Exercise directions:
Every entry should be copied exactly, with nothing added or dropped.

Exercise inputs:
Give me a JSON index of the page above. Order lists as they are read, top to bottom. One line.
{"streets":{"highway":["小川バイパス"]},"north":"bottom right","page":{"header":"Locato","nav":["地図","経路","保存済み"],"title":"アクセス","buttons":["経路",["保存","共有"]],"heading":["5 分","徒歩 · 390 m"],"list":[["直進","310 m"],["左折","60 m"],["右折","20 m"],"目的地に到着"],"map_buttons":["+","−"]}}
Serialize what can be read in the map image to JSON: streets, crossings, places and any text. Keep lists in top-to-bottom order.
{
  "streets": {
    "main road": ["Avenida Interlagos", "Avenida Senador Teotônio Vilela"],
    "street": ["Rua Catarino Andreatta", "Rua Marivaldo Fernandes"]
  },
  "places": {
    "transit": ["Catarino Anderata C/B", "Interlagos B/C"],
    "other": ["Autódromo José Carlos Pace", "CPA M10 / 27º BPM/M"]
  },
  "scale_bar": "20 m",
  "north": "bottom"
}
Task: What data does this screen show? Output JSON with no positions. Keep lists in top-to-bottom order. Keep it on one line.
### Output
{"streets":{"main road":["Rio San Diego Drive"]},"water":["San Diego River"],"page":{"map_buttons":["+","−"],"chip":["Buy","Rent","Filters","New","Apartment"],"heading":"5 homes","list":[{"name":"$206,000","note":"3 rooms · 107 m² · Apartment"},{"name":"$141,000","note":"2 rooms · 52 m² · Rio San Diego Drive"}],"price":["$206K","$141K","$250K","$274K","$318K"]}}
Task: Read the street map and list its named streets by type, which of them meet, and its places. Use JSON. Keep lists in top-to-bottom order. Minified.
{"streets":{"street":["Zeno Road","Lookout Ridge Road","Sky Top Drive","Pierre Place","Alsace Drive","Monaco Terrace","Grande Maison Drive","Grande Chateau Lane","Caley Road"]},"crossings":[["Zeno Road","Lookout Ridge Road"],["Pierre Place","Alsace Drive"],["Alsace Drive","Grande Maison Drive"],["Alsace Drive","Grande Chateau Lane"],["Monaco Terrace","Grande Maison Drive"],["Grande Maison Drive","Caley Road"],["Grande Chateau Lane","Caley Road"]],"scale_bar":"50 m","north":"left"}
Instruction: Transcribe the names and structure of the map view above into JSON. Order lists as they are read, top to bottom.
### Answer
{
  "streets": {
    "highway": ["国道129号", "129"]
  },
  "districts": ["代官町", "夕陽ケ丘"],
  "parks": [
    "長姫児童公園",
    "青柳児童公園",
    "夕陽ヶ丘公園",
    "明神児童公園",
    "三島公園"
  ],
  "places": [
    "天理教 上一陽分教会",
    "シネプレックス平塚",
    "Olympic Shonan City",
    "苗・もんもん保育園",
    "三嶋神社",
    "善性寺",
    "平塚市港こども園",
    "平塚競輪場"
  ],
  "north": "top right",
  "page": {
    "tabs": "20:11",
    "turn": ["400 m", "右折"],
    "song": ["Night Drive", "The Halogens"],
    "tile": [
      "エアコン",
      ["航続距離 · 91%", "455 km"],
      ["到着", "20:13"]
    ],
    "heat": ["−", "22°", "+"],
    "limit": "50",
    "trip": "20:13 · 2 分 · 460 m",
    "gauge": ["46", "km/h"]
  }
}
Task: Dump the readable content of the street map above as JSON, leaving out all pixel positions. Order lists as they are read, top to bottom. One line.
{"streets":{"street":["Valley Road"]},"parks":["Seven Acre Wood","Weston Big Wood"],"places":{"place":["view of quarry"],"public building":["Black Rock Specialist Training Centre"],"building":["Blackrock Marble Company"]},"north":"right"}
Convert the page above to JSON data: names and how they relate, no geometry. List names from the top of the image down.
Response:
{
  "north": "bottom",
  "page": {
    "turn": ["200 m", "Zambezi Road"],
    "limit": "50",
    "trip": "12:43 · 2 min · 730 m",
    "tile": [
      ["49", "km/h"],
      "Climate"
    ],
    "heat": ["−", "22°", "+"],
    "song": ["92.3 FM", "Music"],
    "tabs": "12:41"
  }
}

Task result:
Give me a JSON index of the page above. Order lists as they are read, top to bottom. One line.
{"streets":{"highway":["小川バイパス"]},"north":"bottom right","page":{"header":"Locato","nav":["地図","経路","保存済み"],"title":"アクセス","buttons":["経路",["保存","共有"]],"heading":["5 分","徒歩 · 390 m"],"list":[["直進","310 m"],["左折","60 m"],["右折","20 m"],"目的地に到着"],"map_buttons":["+","−"]}}
Serialize what can be read in the map image to JSON: streets, crossings, places and any text. Keep lists in top-to-bottom order.
{
  "streets": {
    "main road": ["Avenida Interlagos", "Avenida Senador Teotônio Vilela"],
    "street": ["Rua Catarino Andreatta", "Rua Marivaldo Fernandes"]
  },
  "places": {
    "transit": ["Catarino Anderata C/B", "Interlagos B/C"],
    "other": ["Autódromo José Carlos Pace", "CPA M10 / 27º BPM/M"]
  },
  "scale_bar": "20 m",
  "north": "bottom"
}
Task: What data does this screen show? Output JSON with no positions. Keep lists in top-to-bottom order. Keep it on one line.
### Output
{"streets":{"main road":["Rio San Diego Drive"]},"water":["San Diego River"],"page":{"map_buttons":["+","−"],"chip":["Buy","Rent","Filters","New","Apartment"],"heading":"5 homes","list":[{"name":"$206,000","note":"3 rooms · 107 m² · Apartment"},{"name":"$141,000","note":"2 rooms · 52 m² · Rio San Diego Drive"}],"price":["$206K","$141K","$250K","$274K","$318K"]}}
Task: Read the street map and list its named streets by type, which of them meet, and its places. Use JSON. Keep lists in top-to-bottom order. Minified.
{"streets":{"street":["Zeno Road","Lookout Ridge Road","Sky Top Drive","Pierre Place","Alsace Drive","Monaco Terrace","Grande Maison Drive","Grande Chateau Lane","Caley Road"]},"crossings":[["Zeno Road","Lookout Ridge Road"],["Pierre Place","Alsace Drive"],["Alsace Drive","Grande Maison Drive"],["Alsace Drive","Grande Chateau Lane"],["Monaco Terrace","Grande Maison Drive"],["Grande Maison Drive","Caley Road"],["Grande Chateau Lane","Caley Road"]],"scale_bar":"50 m","north":"left"}
Instruction: Transcribe the names and structure of the map view above into JSON. Order lists as they are read, top to bottom.
### Answer
{
  "streets": {
    "highway": ["国道129号", "129"]
  },
  "districts": ["代官町", "夕陽ケ丘"],
  "parks": [
    "長姫児童公園",
    "青柳児童公園",
    "夕陽ヶ丘公園",
    "明神児童公園",
    "三島公園"
  ],
  "places": [
    "天理教 上一陽分教会",
    "シネプレックス平塚",
    "Olympic Shonan City",
    "苗・もんもん保育園",
    "三嶋神社",
    "善性寺",
    "平塚市港こども園",
    "平塚競輪場"
  ],
  "north": "top right",
  "page": {
    "tabs": "20:11",
    "turn": ["400 m", "右折"],
    "song": ["Night Drive", "The Halogens"],
    "tile": [
      "エアコン",
      ["航続距離 · 91%", "455 km"],
      ["到着", "20:13"]
    ],
    "heat": ["−", "22°", "+"],
    "limit": "50",
    "trip": "20:13 · 2 分 · 460 m",
    "gauge": ["46", "km/h"]
  }
}
Task: Dump the readable content of the street map above as JSON, leaving out all pixel positions. Order lists as they are read, top to bottom. One line.
{"streets":{"street":["Valley Road"]},"parks":["Seven Acre Wood","Weston Big Wood"],"places":{"place":["view of quarry"],"public building":["Black Rock Specialist Training Centre"],"building":["Blackrock Marble Company"]},"north":"right"}
Convert the page above to JSON data: names and how they relate, no geometry. List names from the top of the image down.
Response:
{
  "north": "bottom",
  "page": {
    "turn": ["200 m", "Zambezi Road"],
    "limit": "50",
    "trip": "12:43 · 2 min · 730 m",
    "tile": [
      ["49", "km/h"],
      "Climate"
    ],
    "heat": ["−", "22°", "+"],
    "song": ["92.3 FM", "Music"],
    "tabs": "12:41"
  }
}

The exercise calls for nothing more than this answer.